My first morning in Hanoi was daunting to say the least. I awoke from a dream of a million alarm clocks all going off at once…only the noise didn’t disappear when I woke up. No, my first morning lie in in Vietnam had been rudely disturbed by the beeping of a thousand horns. Good morning Vietnam!
Hanoi has to be the most intense city in the world. You dance with death every time you cross the road. Or even walk on it. And forget walking on the pavement! From around 4am every morning until about 1am every morning the pavement is covered with clothes stalls, fruit stalls, food stalls – you name, it’s there! That first morning I stepped out of my hotel (somehow squeezing between the mile-long row of scooters parked on the pavement) and literally froze in fear. There was just a solid block of traffic. Cars and motorbikes and scooters and bicycles and tuk-tuks – none of them seemed to care which side of the road they drove on, whether people were in the way or even if they decapitated a passing tourist with the ladders and window frames they had balanced sideways on the back of their scooter. However, after a poke in the back by Amy, we were off.
The trick I found, was to walk on regardless. Scooters and cars will stop or swerve around you most of the time. But I had to judge it carefully and a few times I had to jump forwards – never backwards because more often that not, something was whizzing past behind you. After a while it begins to get enjoyable – kind of like when you’re a kid and you’re playing in the revolving doors of a shopping centre trying not to get squished. The whole thing though, is made a lot more difficult because there’s so much you want to look at. Bright shiny trinkets, hippy clothes, narrow zigzagging alleyways that contain houses – you just can’t take it all in. And of course the cries of “You buy? You buy?” play their part too.

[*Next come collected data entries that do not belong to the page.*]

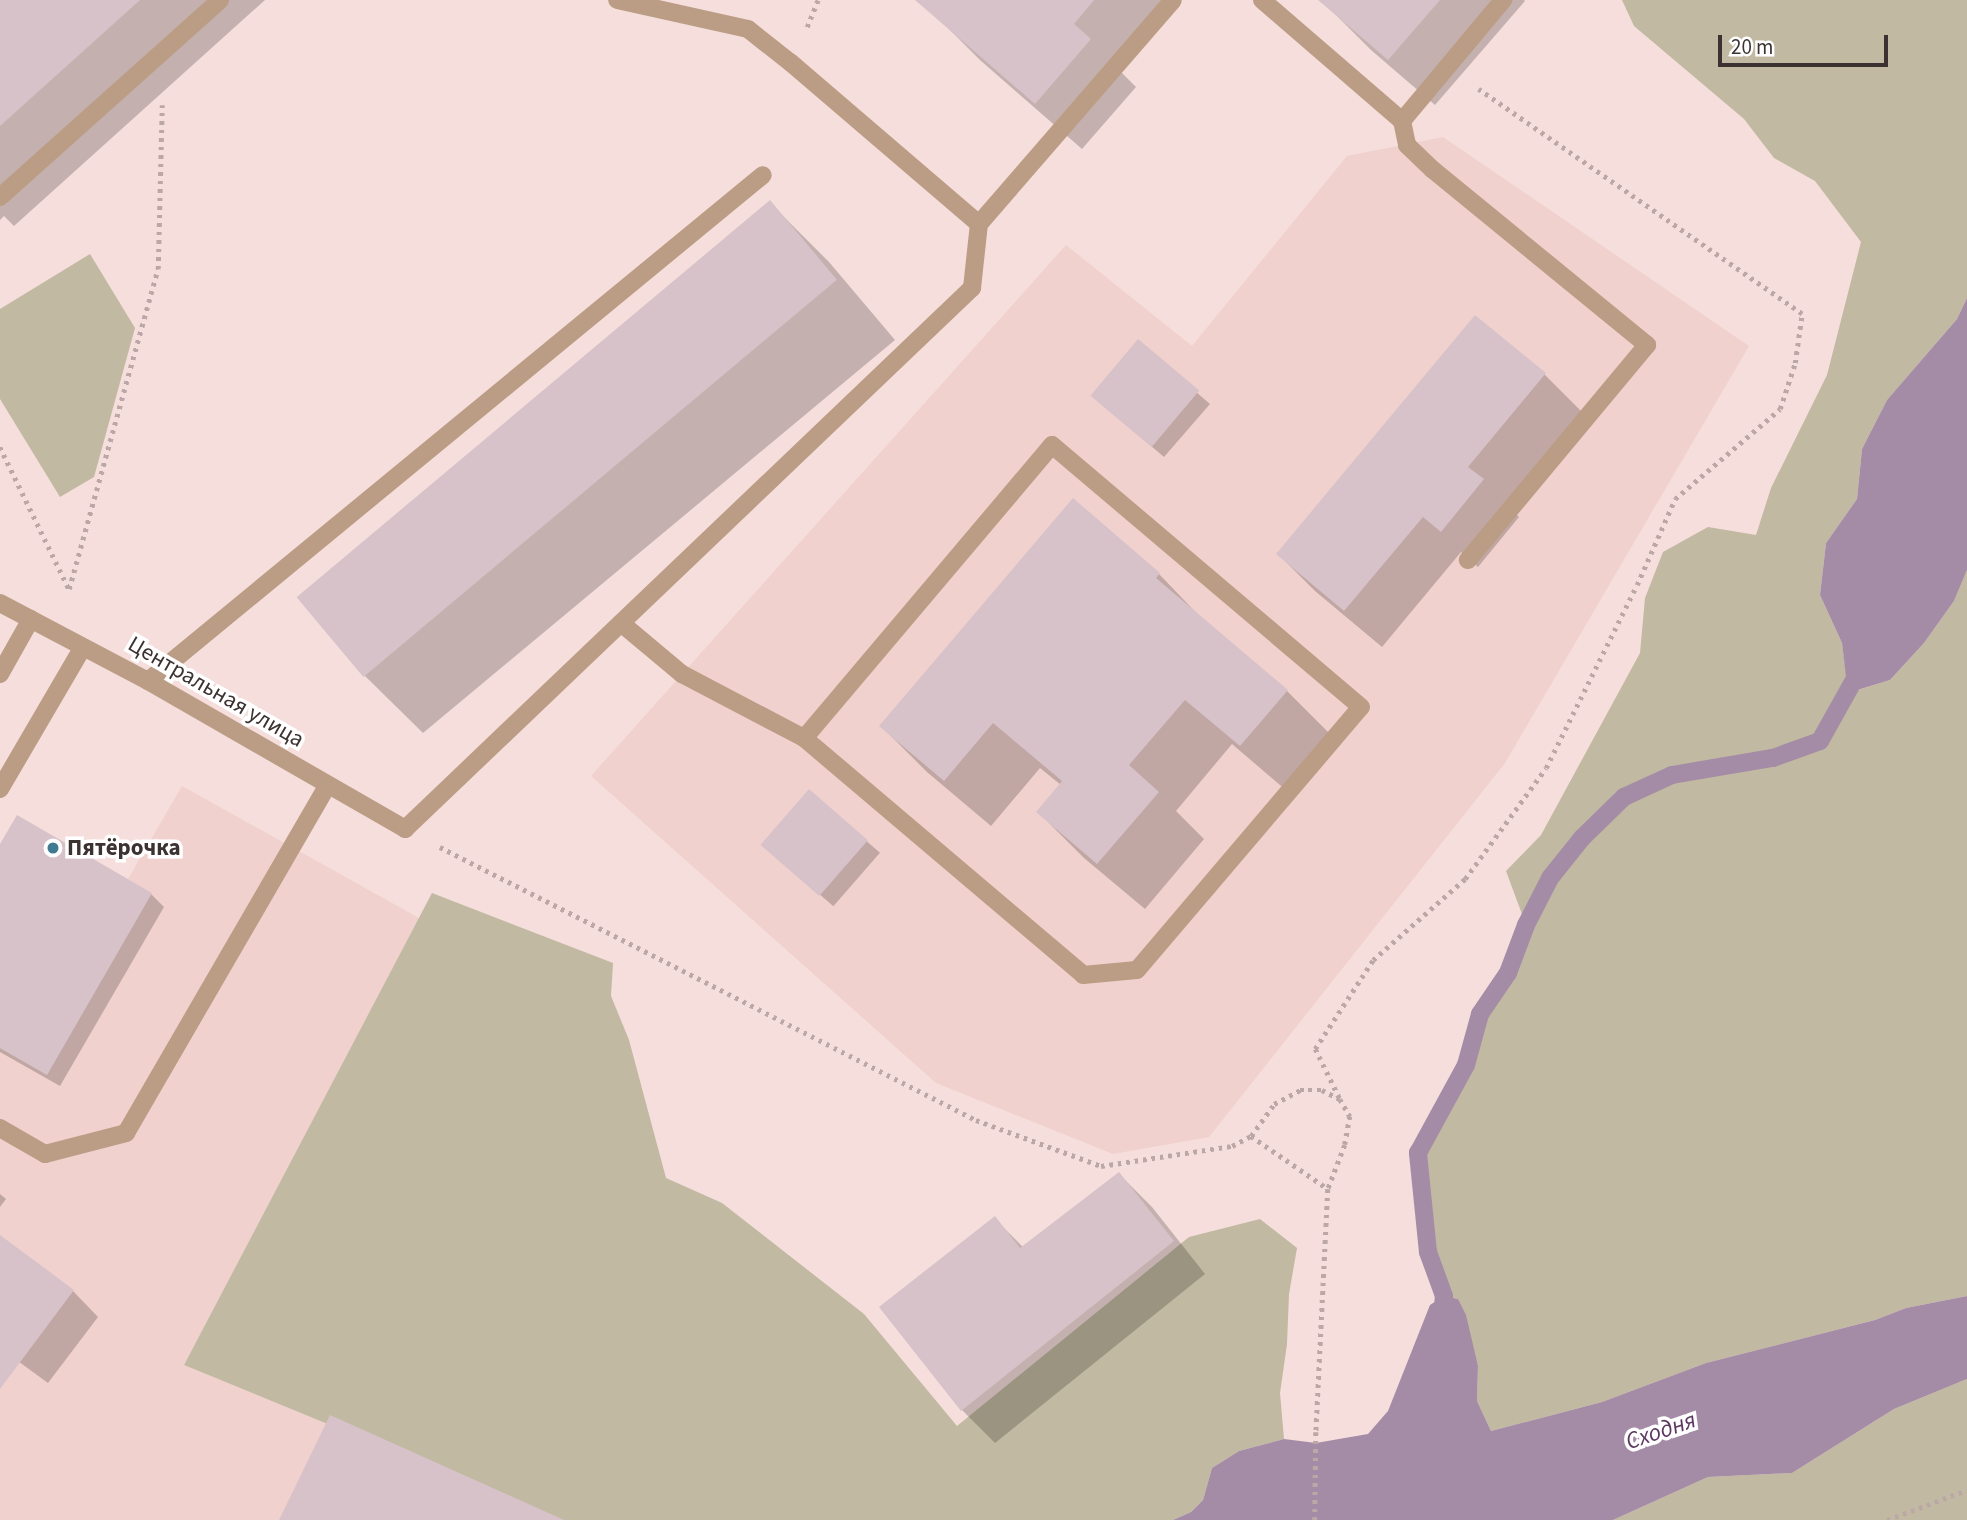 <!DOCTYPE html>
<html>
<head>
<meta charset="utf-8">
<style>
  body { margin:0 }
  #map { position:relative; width:1967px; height:1520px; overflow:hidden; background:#f5dedb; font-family:"Source Sans 3",sans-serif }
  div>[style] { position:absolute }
  .built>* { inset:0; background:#f0d1cd }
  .green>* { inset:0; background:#c1b9a1 }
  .water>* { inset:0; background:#a48ca7 }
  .shadow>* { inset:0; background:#0003; transform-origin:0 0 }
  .stream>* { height:18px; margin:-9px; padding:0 9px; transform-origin:9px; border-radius:9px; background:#a48ca7 }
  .building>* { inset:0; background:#d7c2c9; transform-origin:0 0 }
  .path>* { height:4.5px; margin-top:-2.25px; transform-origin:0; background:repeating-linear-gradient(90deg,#bba8a6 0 3.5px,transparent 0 8.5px) }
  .minor>* { height:18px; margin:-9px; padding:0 9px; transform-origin:9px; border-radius:9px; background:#bb9d85 }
  .dots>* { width:19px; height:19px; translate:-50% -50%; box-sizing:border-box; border:4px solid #fff; border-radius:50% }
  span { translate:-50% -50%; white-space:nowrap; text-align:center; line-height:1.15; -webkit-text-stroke:7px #fff; paint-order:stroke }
  .street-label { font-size:23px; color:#3b3231 }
  .poi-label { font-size:23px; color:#3b3231; font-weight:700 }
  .left { translate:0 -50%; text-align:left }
  .water-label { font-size:24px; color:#5c3860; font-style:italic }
  .scale { position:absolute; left:1718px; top:35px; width:170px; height:32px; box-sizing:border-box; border:4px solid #3b3231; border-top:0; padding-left:9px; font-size:21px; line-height:24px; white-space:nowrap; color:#3b3231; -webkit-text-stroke:5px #fff; paint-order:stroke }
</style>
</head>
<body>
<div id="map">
  <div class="built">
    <i style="clip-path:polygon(1443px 137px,1749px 346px,1505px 763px,1209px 1137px,1113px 1154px,936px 1083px,591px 776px,1066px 245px,1192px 346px,1347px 156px)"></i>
    <i style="clip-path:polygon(182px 786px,419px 918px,184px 1365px,562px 1520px,0 1520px,0 1048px,47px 1075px,152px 893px,128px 879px)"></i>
  </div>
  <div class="green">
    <i style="clip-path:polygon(1622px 0,1967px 0,1967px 298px,1957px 319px,1887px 400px,1862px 449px,1857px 499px,1826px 543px,1820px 595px,1842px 643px,1849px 693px,1890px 680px,1924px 643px,1954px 601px,1967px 570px,1967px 1296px,1906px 1308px,1875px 1320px,1706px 1363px,1602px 1402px,1491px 1431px,1477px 1401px,1478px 1366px,1458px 1299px,1444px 1296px,1428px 1252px,1418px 1153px,1466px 1065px,1480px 1014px,1508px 973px,1526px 925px,1506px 871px,1541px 835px,1640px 653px,1645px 598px,1663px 552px,1708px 527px,1756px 535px,1771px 488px,1827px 375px,1861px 242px,1815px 181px,1774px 158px,1744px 119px,1634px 26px)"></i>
    <i style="clip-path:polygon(90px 254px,135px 328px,94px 477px,60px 497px,0 399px,0 309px)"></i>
    <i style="clip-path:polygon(432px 893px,613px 963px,611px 996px,629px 1040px,666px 1178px,722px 1203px,864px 1314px,957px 1426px,1189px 1237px,1260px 1219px,1297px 1248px,1289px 1294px,1287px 1344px,1280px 1393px,1284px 1439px,1239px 1451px,1212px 1468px,1203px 1500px,1191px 1512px,1173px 1520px,562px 1520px,184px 1365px)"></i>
    <i style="clip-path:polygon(1967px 1379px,1967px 1520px,1613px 1520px,1708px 1477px,1792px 1473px,1894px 1409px)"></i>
  </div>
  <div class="water">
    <i style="clip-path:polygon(1967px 298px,1967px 570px,1954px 601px,1924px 643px,1890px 680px,1848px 693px,1842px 643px,1820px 595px,1826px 543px,1857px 499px,1862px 449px,1887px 400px,1957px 319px)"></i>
    <i style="clip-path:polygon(1444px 1296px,1458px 1299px,1466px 1315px,1478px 1366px,1477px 1401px,1491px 1431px,1602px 1402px,1706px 1363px,1875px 1320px,1906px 1308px,1967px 1296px,1967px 1379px,1894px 1409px,1792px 1473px,1708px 1477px,1613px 1520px,1173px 1520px,1191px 1512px,1203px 1500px,1212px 1468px,1239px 1451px,1284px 1439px,1316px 1443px,1368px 1434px,1388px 1411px,1430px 1305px)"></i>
  </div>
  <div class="shadow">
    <i style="clip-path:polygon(0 0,265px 0,14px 226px,4px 216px,0 220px)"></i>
    <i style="clip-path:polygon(946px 0,1180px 0,1119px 70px,1136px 87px,1082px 149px,980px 60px,934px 14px)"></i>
    <i style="clip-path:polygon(1329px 0,1524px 0,1525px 1px,1435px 105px,1371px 50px,1325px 4px)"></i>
    <i style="clip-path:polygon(769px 202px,829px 262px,895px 340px,423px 733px,363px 674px)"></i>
    <i style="clip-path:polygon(1138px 342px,1210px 404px,1164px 457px,1105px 407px)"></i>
    <i style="clip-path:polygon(1544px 374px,1581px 411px,1505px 503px,1519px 517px,1478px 567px,1461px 552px,1382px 647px,1315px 591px,1278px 554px)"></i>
    <i style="clip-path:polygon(1159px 574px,1204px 621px,1287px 691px,1333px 737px,1287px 791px,1232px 744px,1176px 811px,1204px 839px,1145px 909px,1084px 858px,1038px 812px,1061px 785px,1040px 768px,991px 826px,927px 772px,881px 726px)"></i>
    <i style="left:809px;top:791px;width:94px;height:71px;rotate:41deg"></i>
    <i style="clip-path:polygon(18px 817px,151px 894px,164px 907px,60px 1086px,0 1052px,0 847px)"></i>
    <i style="clip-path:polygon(1119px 1174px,1152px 1207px,1205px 1274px,995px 1443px,962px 1410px,881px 1308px,995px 1219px,1023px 1247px)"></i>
    <i style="clip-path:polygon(0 1194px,6px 1199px,0 1207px)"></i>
    <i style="clip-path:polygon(0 1237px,73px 1291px,98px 1317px,48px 1383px,0 1348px)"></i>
  </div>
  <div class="stream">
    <i style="left:1442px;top:1318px;width:22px;rotate:-85deg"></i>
    <i style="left:1444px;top:1296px;width:47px;rotate:-110deg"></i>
    <i style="left:1428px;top:1252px;width:100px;rotate:-95.8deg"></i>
    <i style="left:1418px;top:1153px;width:100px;rotate:-61.4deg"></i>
    <i style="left:1466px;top:1065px;width:53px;rotate:-74.6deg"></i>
    <i style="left:1480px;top:1014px;width:50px;rotate:-55.7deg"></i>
    <i style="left:1508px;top:973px;width:51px;rotate:-69.4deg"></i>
    <i style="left:1526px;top:925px;width:53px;rotate:-62.9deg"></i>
    <i style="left:1550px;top:878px;width:51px;rotate:-51.3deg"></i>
    <i style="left:1582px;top:838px;width:59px;rotate:-44.3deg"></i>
    <i style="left:1624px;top:797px;width:53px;rotate:-24.6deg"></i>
    <i style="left:1672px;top:775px;width:102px;rotate:-9.6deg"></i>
    <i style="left:1773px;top:758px;width:50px;rotate:-19.9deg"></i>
    <i style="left:1820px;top:741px;width:78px;rotate:-60.8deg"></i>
  </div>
  <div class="building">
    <i style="clip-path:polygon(0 0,140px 0,0 126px)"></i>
    <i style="clip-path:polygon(915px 0,1094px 0,1074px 24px,1091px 39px,1035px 104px)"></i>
    <i style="clip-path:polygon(1318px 0,1440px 0,1388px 60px)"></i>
    <i style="left:770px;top:200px;width:104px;height:618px;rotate:50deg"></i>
    <i style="clip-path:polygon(1475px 315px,1546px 373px,1468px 467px,1484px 479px,1441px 532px,1423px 517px,1344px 611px,1276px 554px)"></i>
    <i style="left:1138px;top:339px;width:80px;height:74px;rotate:40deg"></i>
    <i style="clip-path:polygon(1073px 498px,1160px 573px,1156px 578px,1288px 690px,1240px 746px,1185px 700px,1129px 765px,1159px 792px,1097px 864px,1036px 812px,1062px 781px,993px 723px,944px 781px,879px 726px)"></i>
    <i style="left:809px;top:789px;width:78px;height:74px;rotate:41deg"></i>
    <i style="clip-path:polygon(17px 815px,152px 893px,47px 1075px,0 1048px,0 844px)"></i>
    <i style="clip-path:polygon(1119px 1172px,1174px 1241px,961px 1411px,879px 1307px,995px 1216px,1020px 1248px)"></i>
    <i style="clip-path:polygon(0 1235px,74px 1290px,0 1389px)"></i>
    <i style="clip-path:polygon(330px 1415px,564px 1520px,279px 1520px)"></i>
  </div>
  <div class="path">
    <i style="left:807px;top:27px;width:29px;rotate:-68deg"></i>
    <i style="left:0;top:447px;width:158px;rotate:64.1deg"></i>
    <i style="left:69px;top:589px;width:332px;rotate:-74.5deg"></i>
    <i style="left:158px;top:269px;width:164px;rotate:-88.6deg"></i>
    <i style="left:440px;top:847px;width:602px;rotate:26.99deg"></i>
    <i style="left:976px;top:1120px;width:133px;rotate:20.2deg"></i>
    <i style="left:1101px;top:1166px;width:133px;rotate:-8.7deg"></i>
    <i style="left:1232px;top:1146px;width:21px;rotate:-28deg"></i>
    <i style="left:1251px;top:1136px;width:39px;rotate:-54deg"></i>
    <i style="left:1274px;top:1104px;width:30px;rotate:-28deg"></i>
    <i style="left:1300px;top:1090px;width:22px"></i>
    <i style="left:1322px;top:1090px;width:20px;rotate:27deg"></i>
    <i style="left:1340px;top:1099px;width:20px;rotate:60deg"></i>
    <i style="left:1350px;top:1116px;width:29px;rotate:100deg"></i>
    <i style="left:1345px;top:1145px;width:47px;rotate:111.1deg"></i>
    <i style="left:1328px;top:1189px;width:243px;rotate:92.8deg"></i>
    <i style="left:1316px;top:1432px;width:88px;rotate:90.7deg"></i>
    <i style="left:1339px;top:1098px;width:55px;rotate:-116.1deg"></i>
    <i style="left:1315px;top:1049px;width:106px;rotate:-56.9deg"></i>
    <i style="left:1373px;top:960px;width:123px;rotate:-41.4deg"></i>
    <i style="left:1465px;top:879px;width:137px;rotate:-53.9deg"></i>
    <i style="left:1546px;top:768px;width:204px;rotate:-63.6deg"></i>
    <i style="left:1637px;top:585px;width:94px;rotate:-66.2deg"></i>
    <i style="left:1675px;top:499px;width:138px;rotate:-40.6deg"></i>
    <i style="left:1780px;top:409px;width:48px;rotate:-71.9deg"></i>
    <i style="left:1795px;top:363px;width:49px;rotate:-81.9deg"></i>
    <i style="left:1802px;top:314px;width:394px;rotate:-145.2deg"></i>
    <i style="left:1251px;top:1136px;width:93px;rotate:34.5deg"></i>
    <i style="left:1887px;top:1520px;width:85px;rotate:-20.6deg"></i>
  </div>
  <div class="minor">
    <i style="left:1262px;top:0;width:185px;rotate:40.8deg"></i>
    <i style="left:1402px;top:121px;width:158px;rotate:-50.1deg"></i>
    <i style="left:1402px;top:121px;width:25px;rotate:78deg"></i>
    <i style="left:1407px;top:145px;width:35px;rotate:44deg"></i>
    <i style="left:1432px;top:169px;width:278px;rotate:39.3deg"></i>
    <i style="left:1647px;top:345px;width:280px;rotate:129.8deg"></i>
    <i style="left:0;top:197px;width:295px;rotate:-41.8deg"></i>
    <i style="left:979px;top:224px;width:296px;rotate:-49.1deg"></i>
    <i style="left:0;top:603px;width:167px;rotate:27.8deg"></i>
    <i style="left:148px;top:681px;width:297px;rotate:29.9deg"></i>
    <i style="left:405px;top:829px;width:784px;rotate:-43.66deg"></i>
    <i style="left:972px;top:288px;width:64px;rotate:-83.8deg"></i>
    <i style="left:979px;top:224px;width:248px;rotate:-139.4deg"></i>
    <i style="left:791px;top:63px;width:55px;rotate:-141.7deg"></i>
    <i style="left:748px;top:29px;width:134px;rotate:-167.5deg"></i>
    <i style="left:621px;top:623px;width:80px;rotate:39.9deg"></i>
    <i style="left:682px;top:674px;width:138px;rotate:27.7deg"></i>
    <i style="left:804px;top:738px;width:366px;rotate:40.3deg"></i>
    <i style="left:1083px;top:975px;width:54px;rotate:-5.3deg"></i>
    <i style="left:1137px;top:970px;width:345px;rotate:-49.6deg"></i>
    <i style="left:1361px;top:707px;width:405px;rotate:-139.7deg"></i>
    <i style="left:1052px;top:445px;width:384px;rotate:130.2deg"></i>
    <i style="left:0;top:674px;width:63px;rotate:-60.6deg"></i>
    <i style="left:148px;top:681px;width:796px;rotate:-39.45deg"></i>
    <i style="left:0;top:789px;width:164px;rotate:-59.7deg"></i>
    <i style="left:0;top:1128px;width:52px;rotate:30deg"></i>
    <i style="left:45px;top:1154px;width:84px;rotate:-14.5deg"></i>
    <i style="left:126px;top:1133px;width:402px;rotate:-59.9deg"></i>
  </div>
  <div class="dots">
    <i style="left:53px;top:848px;background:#3f7a92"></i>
  </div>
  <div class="street-label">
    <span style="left:216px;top:692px;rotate:30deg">Центральная улица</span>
  </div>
  <div class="poi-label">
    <span class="left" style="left:67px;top:848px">Пятёрочка</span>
  </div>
  <div class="water-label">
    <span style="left:1661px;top:1431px;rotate:-19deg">Сходня</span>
  </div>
  <div class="scale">20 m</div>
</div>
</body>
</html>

As confusing and winding as Hanoi looks, it’s pretty easy to find your way around. After a day of walking, Amy and I had renamed all the roads to make it easier – instead of Bat Dan and Hang Bo we renamed the streets Plastic Basket Road, Shoe Street, Coffin Way, Ali-Baba Alley – all named after what the stalls on the street specialised in. After we’d bargained our way through the streets – resulting in myself having to purchase an extra piece of luggage – we came to the lake. We named it Turtle Lake on account of the turtle that lives there. The lake’s well worth a look – if only to giggle at the odd exercises the old Vietnamese men often perform on the edge of the lake. Think “Staying Alive” by the Bee Gees in your head and watch the work outs. Comedy gold!
Vietnamese money can be really confusing as we found out. Everything looks amazingly expensive due to the amount of zero’s involved. But it’s actually not that bad. You get around 33,000 dong for £1 and for £3.50 you can spend an hour and a half having the best massage you’ll ever get – providing you don’t mind a mixture of wild aerobics moves, odd positions and light spanking. Or for just over a pound, two of you can get a scooter taxi to just about anywhere. I highly recommend it. At first the thought of three (and sometimes even four or five) of you on a scooter with no helmets and the crazy road system seems a bit daunting to say the least. But honestly, the ride was thrilling. Probably wasn’t for scooter driver who ended up with nail marks in his side from a couple of hairy moments but ah well…
Whilst in Hanoi Amy and I took a nice, long, warm walk to see the Ho Chi Minh Mausoleum. I’d heard it was fantastic. Most likely it was but we didn’t get to see it. The place was closed. After all, even deceased presidents need some down time now and then. So next stop on the list was the Army Museum. Now, if you happen to take a trip to Hanoi and decide to go to the Army Museum, a word or three of warning: read the signs; don’t tell the entrance guard you have a camera; go to the toilet before you go. I almost missed the majority of the museum because I didn’t read the signs stating that there were around six more buildings round the back. All I saw was one room and thought I’d been ripped off for 40,000 dong, something no Northerner takes kindly too. Before getting a stomp on over to the guards though, Amy kindly pointed out the signs to me. Thank you Amy! And the last warning? I’ve been to festivals with better smelling toilets. Either hold it or hold your nose and pray. Despite all that, the museum was amazing. You get to see tanks and climb into war planes. ‘Nuff said!